General information
- Coordinates: 30°35′14″N 114°40′23″E﻿ / ﻿30.587204°N 114.673033°E

= Wuchang Shipbuilding Industry Group =

Chinese shipbuilding company

Wuchang Shipbuilding Industry Group (WS), commonly called Wuchang Shipyard or Wuhan Shipyard, is a major state-owned in-land shipyard in Wuchang, Wuhan, China. It was founded in 1934. It is part of the China Shipbuilding Industry Corporation.

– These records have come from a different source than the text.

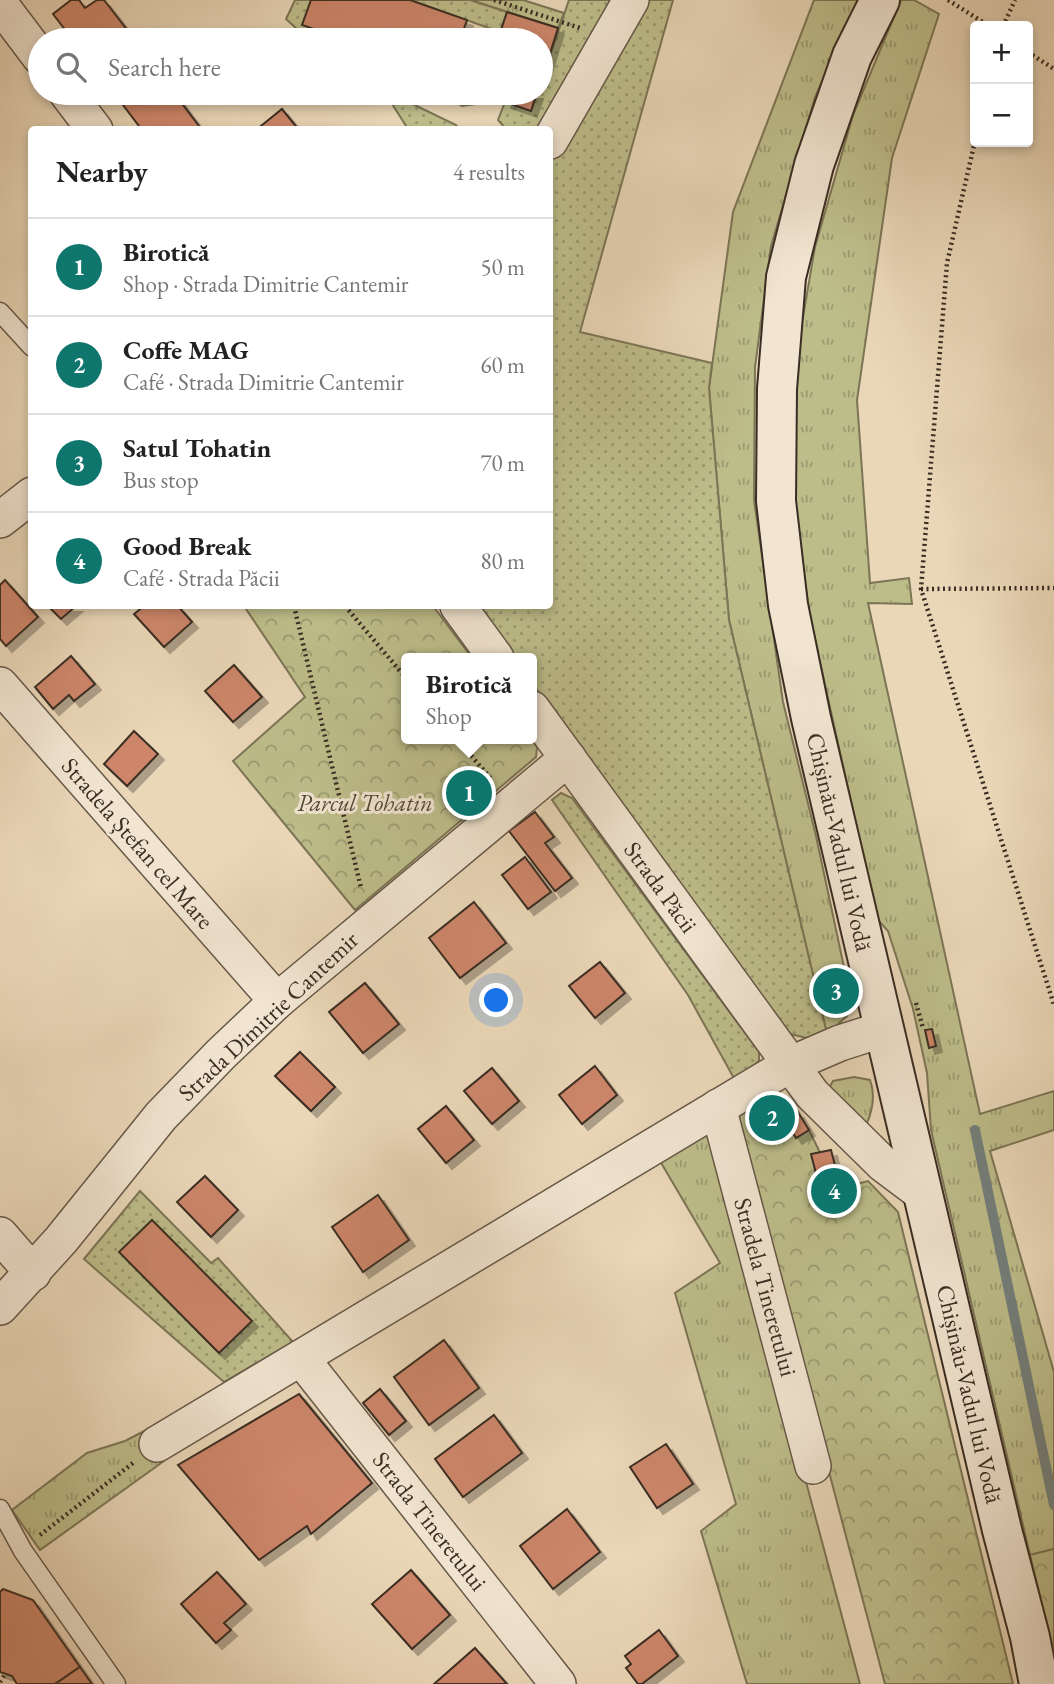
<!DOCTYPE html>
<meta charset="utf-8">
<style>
:root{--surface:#fff;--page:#f6f6f6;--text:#222;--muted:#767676;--line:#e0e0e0;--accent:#0f766e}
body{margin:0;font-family:"EB Garamond",serif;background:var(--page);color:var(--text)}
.controls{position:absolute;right:21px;top:21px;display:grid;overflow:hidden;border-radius:7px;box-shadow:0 4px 10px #0003}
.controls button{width:63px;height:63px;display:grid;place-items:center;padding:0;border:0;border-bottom:2px solid var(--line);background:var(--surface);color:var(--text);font:35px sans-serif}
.you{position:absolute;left:497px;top:1001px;width:24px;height:24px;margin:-18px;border:5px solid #fff;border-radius:50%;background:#1a73e8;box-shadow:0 0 0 10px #1a73e833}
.badge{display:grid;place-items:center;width:46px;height:46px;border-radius:50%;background:var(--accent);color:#fff;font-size:23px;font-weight:700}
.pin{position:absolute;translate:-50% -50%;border:4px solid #fff;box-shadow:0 2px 7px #0006}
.popup{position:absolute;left:401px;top:653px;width:136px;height:91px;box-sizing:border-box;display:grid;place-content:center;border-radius:7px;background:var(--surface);filter:drop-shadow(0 2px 5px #0005);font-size:23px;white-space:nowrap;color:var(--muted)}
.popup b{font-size:26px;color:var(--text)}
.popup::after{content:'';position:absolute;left:50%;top:100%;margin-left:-14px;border:14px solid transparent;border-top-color:var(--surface)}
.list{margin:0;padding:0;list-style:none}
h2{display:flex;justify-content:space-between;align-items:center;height:91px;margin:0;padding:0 28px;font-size:30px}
h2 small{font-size:23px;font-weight:400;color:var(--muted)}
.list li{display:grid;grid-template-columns:46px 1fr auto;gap:21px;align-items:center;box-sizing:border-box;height:98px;padding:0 28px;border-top:2px solid var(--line)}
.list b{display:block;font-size:26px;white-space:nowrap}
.list p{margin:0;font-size:23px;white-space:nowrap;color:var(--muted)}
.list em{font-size:23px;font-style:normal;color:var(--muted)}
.icon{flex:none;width:38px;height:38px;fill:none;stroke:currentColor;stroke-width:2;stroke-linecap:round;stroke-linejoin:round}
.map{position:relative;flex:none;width:1054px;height:1684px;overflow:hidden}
.search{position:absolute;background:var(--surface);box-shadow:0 4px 10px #0003;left:28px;top:28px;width:525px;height:77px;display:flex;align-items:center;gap:18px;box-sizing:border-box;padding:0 24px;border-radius:38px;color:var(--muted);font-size:26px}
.panel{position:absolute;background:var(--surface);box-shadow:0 4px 10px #0003;left:28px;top:126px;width:525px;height:483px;border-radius:7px}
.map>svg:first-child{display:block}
.grass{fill:url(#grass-tufts);stroke:#7c7556;stroke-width:2}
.forest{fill:url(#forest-crowns);stroke:#7c7556;stroke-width:2}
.park{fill:url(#park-dots);stroke:#7c7556;stroke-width:2}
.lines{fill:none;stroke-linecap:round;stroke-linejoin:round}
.stream{stroke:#74807c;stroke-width:10}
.building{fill:#cd866b;stroke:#3a2d23;stroke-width:2;filter:url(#shadow)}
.lane-casing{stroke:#665848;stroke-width:21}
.street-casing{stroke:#665848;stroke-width:38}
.secondary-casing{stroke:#3a2d23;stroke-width:42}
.path{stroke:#3a2d23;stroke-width:4.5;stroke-dasharray:2 3.5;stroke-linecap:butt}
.lane{stroke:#f1e5d1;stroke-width:18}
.street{stroke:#f1e5d1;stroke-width:35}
.secondary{stroke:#f1e5d1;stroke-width:38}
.labels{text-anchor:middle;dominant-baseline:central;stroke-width:6;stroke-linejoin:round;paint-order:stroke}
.park-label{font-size:24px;font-style:italic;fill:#544a38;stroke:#f1e5d1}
.street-label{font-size:24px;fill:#3a2d23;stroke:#f1e5d1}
</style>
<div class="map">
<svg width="1054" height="1684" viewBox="0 0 1054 1684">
<defs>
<pattern id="grass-tufts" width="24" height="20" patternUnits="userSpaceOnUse" patternTransform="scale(1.75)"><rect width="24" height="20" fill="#bdbd8a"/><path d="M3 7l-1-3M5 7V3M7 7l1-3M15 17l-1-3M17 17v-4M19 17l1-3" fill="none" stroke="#9b9a70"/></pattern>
<pattern id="forest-crowns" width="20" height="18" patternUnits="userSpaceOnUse" patternTransform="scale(1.75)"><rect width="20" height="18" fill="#bdbd8a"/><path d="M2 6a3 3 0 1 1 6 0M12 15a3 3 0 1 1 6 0" fill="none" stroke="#9b9a70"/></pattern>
<pattern id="park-dots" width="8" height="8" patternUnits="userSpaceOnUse" patternTransform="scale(1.75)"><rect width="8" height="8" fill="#bdbd8a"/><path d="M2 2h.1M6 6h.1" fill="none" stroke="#9b9a70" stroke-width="1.8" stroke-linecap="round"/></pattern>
<filter id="shadow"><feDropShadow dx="6" dy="6" stdDeviation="0" flood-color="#0004"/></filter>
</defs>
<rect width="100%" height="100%" fill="#ead7b8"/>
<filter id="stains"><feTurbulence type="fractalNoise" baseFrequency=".00286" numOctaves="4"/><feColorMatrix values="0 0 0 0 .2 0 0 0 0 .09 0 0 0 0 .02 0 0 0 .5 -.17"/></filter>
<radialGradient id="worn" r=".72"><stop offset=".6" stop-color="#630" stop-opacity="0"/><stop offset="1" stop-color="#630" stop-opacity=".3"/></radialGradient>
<!-- grass -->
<g class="grass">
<polygon points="470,0 523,0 564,13 558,28"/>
<polygon points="814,0 858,0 815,97 771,246 755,367 754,500 783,702 816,836 851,1000 847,1016 827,1034 729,620 709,388 733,212"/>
<polygon points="901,0 914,0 939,14 892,158 857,400 870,583 909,578 912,604 868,603 980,1114 1054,1091 1054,1130 990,1151 1054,1372 1054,1549 1030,1555 931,1130 927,1073 913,1009 888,931 877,919 810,617 797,523 791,443 798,346 815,247 853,115"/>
<path d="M 854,1077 L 870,1080 C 875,1094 873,1109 867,1123 L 858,1126 L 829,1088 L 833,1081 Z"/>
<polygon points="711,1126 860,1684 747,1684 701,1531 736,1504 675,1293 720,1263 660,1161"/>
<polygon points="150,1428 164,1461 40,1550 12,1510 87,1453 125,1441"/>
</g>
<!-- forest -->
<g class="forest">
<polygon points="244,606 433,606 472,658 406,658 406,739 531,739 537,747 536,757 355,910 233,761 305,697"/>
<polygon points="760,1102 764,1108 761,1123 781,1126 784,1112 798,1112 796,1138 809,1130 845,1204 841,1188 868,1181 898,1212 1013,1684 885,1684 734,1112"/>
<polygon points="1054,1549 1054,1653 1030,1555"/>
</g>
<!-- park -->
<g class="park">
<polygon points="295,0 311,0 303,25 332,36 331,40 309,40 286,19"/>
<polygon points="410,0 470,0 507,12 500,32"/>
<polygon points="569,0 673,0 580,332 712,363 709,388 729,620 827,1034 807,1038 790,1034 532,683 532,658 514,658 475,606 550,606 550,130 506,129 498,120 505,102 531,111 537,93 541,93 541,82"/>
<polygon points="368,93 390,93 456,125 459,129 408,129 387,96 372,97"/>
<polygon points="440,93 478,93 475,104 462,106"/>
<polygon points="561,793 572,798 759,1052 759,1061 736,1082 688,995 552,800"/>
<polygon points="140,1191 211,1263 218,1258 293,1342 224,1382 84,1259"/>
</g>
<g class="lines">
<!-- stream -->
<polyline class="stream" points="975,1130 1054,1505"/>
</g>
<!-- building -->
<g class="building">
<polygon points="71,0 79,0 85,8 97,0 104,0 135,40 73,40 53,14"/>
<polygon points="311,0 410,0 467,20 460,40 346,40 302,25"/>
<polygon points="507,12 558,28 541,82 541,40 513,40 499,36"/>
<polygon points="139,93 148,93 153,100 162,93 174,93 202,130 142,130 123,105"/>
<polygon points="508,93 537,93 531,111 505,102"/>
<polygon points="282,109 299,130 256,130"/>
<polygon points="5,580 38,617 6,646 0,639 0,585"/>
<polygon points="48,606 76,606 61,619"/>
<polygon points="144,606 178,606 192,622 164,647 134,614"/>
<polygon points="71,656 95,684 74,701 69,695 53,709 35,687"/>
<polygon points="234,665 262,697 233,722 205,691"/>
<polygon points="134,731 158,754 127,786 104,764"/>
<polygon points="474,781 482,791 466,804 458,794"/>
<polygon points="535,812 554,837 545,843 572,878 555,891 509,831"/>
<polygon points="525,857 551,892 528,909 502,875"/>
<polygon points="474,902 506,943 460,978 429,938"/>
<polygon points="600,962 625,993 595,1018 569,986"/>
<polygon points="836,979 841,1002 832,1004 827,981"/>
<polygon points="365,983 399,1024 363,1053 329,1012"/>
<polygon points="932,1029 936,1046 929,1048 925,1030"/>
<polygon points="300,1052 335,1087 311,1111 275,1076"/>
<polygon points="595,1066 617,1095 582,1124 559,1095"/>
<polygon points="492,1068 519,1101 492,1124 464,1091"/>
<polygon points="446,1106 474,1140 446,1163 418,1129"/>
<polygon points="764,1108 784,1112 781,1127 761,1123"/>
<polygon points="798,1112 809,1130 796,1138 785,1121"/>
<polygon points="831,1150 845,1204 825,1209 811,1154"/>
<polygon points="205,1176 238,1210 211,1237 177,1202"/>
<polygon points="378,1195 409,1240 363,1272 332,1227"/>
<polygon points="152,1220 252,1321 219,1353 119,1252"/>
<polygon points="444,1340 479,1388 429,1425 394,1377"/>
<polygon points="380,1389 406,1421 389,1435 363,1403"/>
<polygon points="299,1394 372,1483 311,1534 307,1526 259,1560 178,1465"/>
<polygon points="494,1415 522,1453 463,1497 435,1459"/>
<polygon points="666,1444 693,1484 657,1508 630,1467"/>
<polygon points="567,1509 600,1552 553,1589 520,1546"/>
<polygon points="411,1570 450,1615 412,1649 372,1604"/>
<polygon points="217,1572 246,1604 224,1623 231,1630 216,1643 181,1604"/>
<polygon points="3,1589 33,1600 80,1667 55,1684 17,1684 12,1676 0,1672 0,1592"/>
<polygon points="659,1630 678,1656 642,1684 638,1684 626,1668 631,1664 625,1656"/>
<polygon points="475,1648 507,1684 434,1684"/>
<polygon points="80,1667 92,1684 55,1684"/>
</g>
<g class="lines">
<defs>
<g id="lane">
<polyline points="0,312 32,347"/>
<polyline points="0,1509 23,1551 116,1684"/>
</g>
<g id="street">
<polyline points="0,4 40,57"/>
<polyline points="67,93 95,130"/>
<polyline points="550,141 631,0"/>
<polyline points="0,520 32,495"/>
<polyline points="458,606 496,658"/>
<polyline points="0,685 277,1001"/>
<polyline points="532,709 812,1094 883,1164 923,1194"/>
<polyline points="718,1107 813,1466"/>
<polyline points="0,1235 33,1273"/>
<polyline points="0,1307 61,1240 161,1116 221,1054 277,1001 568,758"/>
<polyline points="301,1358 558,1684"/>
<polyline points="157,1444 789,1065 840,1043 884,1029"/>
</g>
<polyline id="secondary" points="880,0 852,56 814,165 786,277 777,389 776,501 788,605 811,718 1002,1530 1030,1637 1039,1684"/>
</defs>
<!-- lane casing -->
<use href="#lane" class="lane-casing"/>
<!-- street casing -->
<use href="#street" class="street-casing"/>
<!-- secondary casing -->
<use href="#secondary" class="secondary-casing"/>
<!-- path -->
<g class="path">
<polyline points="494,0 580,28"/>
<polyline points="948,0 989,26"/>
<polyline points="1003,26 1015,0"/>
<polyline points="1028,52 1054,69"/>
<polyline points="975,141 947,263 921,589 1054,1005"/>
<polyline points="921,589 1054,588"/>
<polyline points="294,606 361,888"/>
<polyline points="345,606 406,678"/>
<polyline points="457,739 492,780"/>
<polyline points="916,1003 923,1028"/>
<polyline points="843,1173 847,1182"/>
<polyline points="40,1535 133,1463"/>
<polyline points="0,1682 5,1674"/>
</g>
<!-- lane -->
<use href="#lane" class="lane"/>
<!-- street -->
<use href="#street" class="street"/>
<!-- secondary -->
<use href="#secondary" class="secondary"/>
</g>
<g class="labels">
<!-- park labels -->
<g class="park-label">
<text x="365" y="802">Parcul Tohatin</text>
</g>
<!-- street labels -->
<g class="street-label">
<text transform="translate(840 842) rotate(77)">Chișinău-Vadul lui Vodă</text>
<text transform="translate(138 843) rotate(49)">Stradela Ștefan cel Mare</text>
<text transform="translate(661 887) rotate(54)">Strada Păcii</text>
<text transform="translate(268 1016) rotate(-43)">Strada Dimitrie Cantemir</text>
<text transform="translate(766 1287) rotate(75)">Stradela Tineretului</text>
<text transform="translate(970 1394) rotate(77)">Chișinău-Vadul lui Vodă</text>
<text transform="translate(430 1521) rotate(52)">Strada Tineretului</text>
</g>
</g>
<rect width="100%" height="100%" filter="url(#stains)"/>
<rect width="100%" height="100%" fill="url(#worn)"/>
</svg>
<div class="controls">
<button>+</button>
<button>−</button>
</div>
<div class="you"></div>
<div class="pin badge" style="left:469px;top:793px">1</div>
<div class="popup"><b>Birotică</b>Shop</div>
<div class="pin badge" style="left:772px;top:1118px">2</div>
<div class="pin badge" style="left:836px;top:991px">3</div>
<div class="pin badge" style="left:834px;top:1191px">4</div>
<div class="search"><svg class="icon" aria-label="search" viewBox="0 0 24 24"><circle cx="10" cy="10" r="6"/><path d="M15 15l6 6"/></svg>Search here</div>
<section class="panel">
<h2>Nearby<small>4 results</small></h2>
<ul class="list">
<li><span class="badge">1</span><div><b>Birotică</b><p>Shop · Strada Dimitrie Cantemir</p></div><em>50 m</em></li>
<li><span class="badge">2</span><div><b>Coffe MAG</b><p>Café · Strada Dimitrie Cantemir</p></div><em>60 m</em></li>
<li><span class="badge">3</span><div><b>Satul Tohatin</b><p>Bus stop</p></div><em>70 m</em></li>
<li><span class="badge">4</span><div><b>Good Break</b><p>Café · Strada Păcii</p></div><em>80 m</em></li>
</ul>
</section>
</div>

The shipyard designs, builds, and repairs civil and military vessels and constructs other structures such as a satellite launching pad, a heavy oil catalytic cracking unit, shiplifters, hydropower stations, and bridges. It is authorized to import and export products. Located on an area of about 6 million square meters adjacent to the Yangtze river, WS has about 11,000 employees. Its six product divisions are military industry and trade, civil vessels, bridge equipment, oceanographic engineering equipment, and complete plant and steel structures.

WS is an important factory producing submarines for the Chinese Navy. In July 2024, satellite pictures showed floating cranes at the location where WS had been docking a submarine under construction of the new nuclear-powered Zhou-class leading to speculation that the submarine had sunk.